O insucesso diplomático levou os aliados ocidentais a redobrar o envio de armamentos à Ucrânia: milhares de foguetes antitanque, mísseis antiaéreos, drones e outras armas defensivas leves foram entregues ao país do leste europeu – sempre tratando de demarcar claramente a linha que a OTAN não estava disposta a cruzar: intervenção militar contra a Rússia. A Ucrânia, afinal, não era membro da OTAN e, por mais que a coalizão desejasse frear o expansionismo russo, não estava disposta a arriscar a “Terceira Guerra Mundial” (nas palavras de Biden).

Quando, no início de 2022, os serviços secretos americano e britânico interceptaram planos russos de simular ataques à Rússia e jogar a culpa nos ucranianos – plantar a chamada “falsa bandeira”² – soaram os alarmes. Era a senha para uma invasão terrestre iminente.

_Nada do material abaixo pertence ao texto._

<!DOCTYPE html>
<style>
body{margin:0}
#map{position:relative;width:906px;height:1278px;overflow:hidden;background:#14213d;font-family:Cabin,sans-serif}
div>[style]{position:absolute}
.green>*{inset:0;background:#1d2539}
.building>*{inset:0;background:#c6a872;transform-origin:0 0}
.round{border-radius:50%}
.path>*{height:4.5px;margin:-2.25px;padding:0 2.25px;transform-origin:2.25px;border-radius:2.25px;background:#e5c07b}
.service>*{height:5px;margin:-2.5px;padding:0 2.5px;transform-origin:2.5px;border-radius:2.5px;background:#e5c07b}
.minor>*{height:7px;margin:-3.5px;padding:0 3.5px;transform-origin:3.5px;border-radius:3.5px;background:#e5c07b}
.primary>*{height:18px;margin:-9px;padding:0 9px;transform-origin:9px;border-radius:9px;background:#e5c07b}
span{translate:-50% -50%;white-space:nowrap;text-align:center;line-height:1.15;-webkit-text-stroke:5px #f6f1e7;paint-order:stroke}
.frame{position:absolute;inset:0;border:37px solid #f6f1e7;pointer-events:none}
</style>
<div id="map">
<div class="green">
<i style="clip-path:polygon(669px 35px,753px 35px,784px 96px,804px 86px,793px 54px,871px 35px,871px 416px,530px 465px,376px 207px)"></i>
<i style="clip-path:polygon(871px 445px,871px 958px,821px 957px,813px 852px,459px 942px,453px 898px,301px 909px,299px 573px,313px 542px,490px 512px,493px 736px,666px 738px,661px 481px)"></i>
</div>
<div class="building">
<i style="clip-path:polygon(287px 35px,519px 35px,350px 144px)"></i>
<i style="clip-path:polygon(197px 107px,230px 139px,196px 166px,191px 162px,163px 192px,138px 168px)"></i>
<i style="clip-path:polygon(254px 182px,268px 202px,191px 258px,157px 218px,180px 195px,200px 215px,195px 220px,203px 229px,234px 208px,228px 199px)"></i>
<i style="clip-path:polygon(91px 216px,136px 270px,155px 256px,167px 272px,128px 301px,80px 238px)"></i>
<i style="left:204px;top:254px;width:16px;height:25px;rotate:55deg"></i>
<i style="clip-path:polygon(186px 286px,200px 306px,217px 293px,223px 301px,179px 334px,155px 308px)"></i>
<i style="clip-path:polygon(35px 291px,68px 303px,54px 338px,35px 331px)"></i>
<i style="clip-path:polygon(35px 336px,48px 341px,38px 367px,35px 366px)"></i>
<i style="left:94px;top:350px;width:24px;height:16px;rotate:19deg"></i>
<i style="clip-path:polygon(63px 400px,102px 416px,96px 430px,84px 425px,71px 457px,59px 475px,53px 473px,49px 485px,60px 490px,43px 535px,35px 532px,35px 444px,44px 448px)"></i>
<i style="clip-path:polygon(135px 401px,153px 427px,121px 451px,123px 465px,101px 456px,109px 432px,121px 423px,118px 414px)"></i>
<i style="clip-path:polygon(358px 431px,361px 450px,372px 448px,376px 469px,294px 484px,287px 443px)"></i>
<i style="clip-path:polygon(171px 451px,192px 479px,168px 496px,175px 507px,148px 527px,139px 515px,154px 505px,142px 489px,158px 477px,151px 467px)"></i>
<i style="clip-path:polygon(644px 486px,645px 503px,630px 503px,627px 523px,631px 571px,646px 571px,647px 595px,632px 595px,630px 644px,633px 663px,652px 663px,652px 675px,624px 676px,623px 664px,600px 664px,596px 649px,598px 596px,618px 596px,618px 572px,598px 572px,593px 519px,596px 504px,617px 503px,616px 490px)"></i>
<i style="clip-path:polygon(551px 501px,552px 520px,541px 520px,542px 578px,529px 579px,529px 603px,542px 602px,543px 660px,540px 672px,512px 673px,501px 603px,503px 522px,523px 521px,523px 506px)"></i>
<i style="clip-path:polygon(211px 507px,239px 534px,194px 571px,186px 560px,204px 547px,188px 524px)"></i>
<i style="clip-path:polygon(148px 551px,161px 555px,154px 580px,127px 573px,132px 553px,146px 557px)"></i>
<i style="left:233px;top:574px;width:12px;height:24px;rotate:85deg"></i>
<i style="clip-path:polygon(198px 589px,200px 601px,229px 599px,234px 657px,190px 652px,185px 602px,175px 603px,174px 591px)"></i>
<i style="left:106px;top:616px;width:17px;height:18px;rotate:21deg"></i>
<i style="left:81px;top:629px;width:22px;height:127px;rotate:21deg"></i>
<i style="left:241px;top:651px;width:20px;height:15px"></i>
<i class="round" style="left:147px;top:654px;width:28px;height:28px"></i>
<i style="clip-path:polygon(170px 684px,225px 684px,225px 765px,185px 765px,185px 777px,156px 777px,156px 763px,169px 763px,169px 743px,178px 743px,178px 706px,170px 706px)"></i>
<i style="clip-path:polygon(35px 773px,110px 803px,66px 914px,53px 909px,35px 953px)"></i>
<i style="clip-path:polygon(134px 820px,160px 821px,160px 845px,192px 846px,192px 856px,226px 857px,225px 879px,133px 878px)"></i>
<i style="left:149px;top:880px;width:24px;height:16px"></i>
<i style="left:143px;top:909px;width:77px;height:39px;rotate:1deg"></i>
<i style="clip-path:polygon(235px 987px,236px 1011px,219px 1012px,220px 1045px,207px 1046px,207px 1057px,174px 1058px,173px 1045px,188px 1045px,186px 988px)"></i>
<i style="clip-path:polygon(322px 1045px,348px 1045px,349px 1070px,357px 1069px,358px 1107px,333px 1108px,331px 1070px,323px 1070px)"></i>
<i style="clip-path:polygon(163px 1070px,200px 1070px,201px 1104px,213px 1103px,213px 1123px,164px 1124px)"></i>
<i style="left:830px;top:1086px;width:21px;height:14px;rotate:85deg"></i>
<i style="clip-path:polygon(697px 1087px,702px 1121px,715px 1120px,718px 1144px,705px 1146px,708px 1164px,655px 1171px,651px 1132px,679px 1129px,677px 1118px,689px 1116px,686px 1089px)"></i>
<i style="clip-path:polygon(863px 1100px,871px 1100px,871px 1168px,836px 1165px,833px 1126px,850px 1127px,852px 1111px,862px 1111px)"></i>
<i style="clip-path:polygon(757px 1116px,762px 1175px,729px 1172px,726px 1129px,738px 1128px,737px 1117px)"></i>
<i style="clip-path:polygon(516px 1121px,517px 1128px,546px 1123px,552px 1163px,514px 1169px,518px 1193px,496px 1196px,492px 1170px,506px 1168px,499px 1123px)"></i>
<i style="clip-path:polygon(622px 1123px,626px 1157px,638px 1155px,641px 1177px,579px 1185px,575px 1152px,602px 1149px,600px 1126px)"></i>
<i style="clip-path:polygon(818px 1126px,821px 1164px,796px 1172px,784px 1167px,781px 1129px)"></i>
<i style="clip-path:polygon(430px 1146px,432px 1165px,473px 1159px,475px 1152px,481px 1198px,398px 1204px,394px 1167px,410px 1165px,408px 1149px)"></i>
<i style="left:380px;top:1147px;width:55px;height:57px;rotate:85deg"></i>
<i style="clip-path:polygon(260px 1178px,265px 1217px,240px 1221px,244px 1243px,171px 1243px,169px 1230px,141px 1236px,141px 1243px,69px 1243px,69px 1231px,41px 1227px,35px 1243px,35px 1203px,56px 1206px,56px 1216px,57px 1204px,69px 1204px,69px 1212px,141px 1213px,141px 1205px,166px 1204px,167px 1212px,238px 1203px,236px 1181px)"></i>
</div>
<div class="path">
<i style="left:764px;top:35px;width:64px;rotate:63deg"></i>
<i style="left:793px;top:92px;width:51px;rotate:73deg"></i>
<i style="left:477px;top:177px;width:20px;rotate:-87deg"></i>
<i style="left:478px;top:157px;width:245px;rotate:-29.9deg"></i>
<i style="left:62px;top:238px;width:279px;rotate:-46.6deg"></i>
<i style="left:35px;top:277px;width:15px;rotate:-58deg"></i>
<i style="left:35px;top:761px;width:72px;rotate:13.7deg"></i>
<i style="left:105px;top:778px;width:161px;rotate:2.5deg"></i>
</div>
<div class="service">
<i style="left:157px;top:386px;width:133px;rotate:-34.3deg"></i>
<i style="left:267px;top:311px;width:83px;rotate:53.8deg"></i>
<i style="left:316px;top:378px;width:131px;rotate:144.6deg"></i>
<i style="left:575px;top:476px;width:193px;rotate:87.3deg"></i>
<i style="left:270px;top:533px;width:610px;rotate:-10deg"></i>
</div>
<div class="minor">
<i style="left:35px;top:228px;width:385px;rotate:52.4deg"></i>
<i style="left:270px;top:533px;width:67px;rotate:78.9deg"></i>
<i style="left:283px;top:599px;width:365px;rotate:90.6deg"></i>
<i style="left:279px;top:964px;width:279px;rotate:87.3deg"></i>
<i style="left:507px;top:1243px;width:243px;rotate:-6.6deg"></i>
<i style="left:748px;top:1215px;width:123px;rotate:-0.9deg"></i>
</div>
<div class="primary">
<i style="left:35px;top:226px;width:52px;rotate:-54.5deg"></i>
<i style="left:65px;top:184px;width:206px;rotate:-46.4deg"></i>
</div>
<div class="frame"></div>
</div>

Numa era em que mídias socias são caixas de ressonância de propaganda e desinformação, ativamente manipuladas para estabelecer “narrativas” dominantes, a guerra informacional é quase tão importante quanto a militar. Seguindo tática introduzida em 2018, quando dois agentes russos usaram agente de nervos contra um pai e filha numa cidadezinha inglesa (os Skripal, em Salisbury;), as agências de inteligência dos EUA e Reino Unido passaram a divulgar agressivamente informações sigilosos, antecipando-se à desinformação russa no intuito de neutralizá-la. Em Salisbury, a divulgação de imagens dos agentes russos no local do atentado bastou para destruir a credibilidade das negativas emitidas pelo Kremlin. Em 2022, imagens de satélite de tropas russas concentradas na fronteira e detalhes dos preparativos militares – o envio de sangue de transfusão a hospitais de campo, a ativação de motores de tanques para evitar congelamento – desempenharam o mesmo papel. Americanos e britânicos bradavam aos quatro ventos que uma invasão era iminente. Provavelmente, seria lançada após o encerramento dos Jogos de Inverno realizados na China (para não estragar o espetáculo de Xi). O governo russo negava (“Quando será a invasão? Preciso planejar minhas férias” zombou uma diplomata russa;).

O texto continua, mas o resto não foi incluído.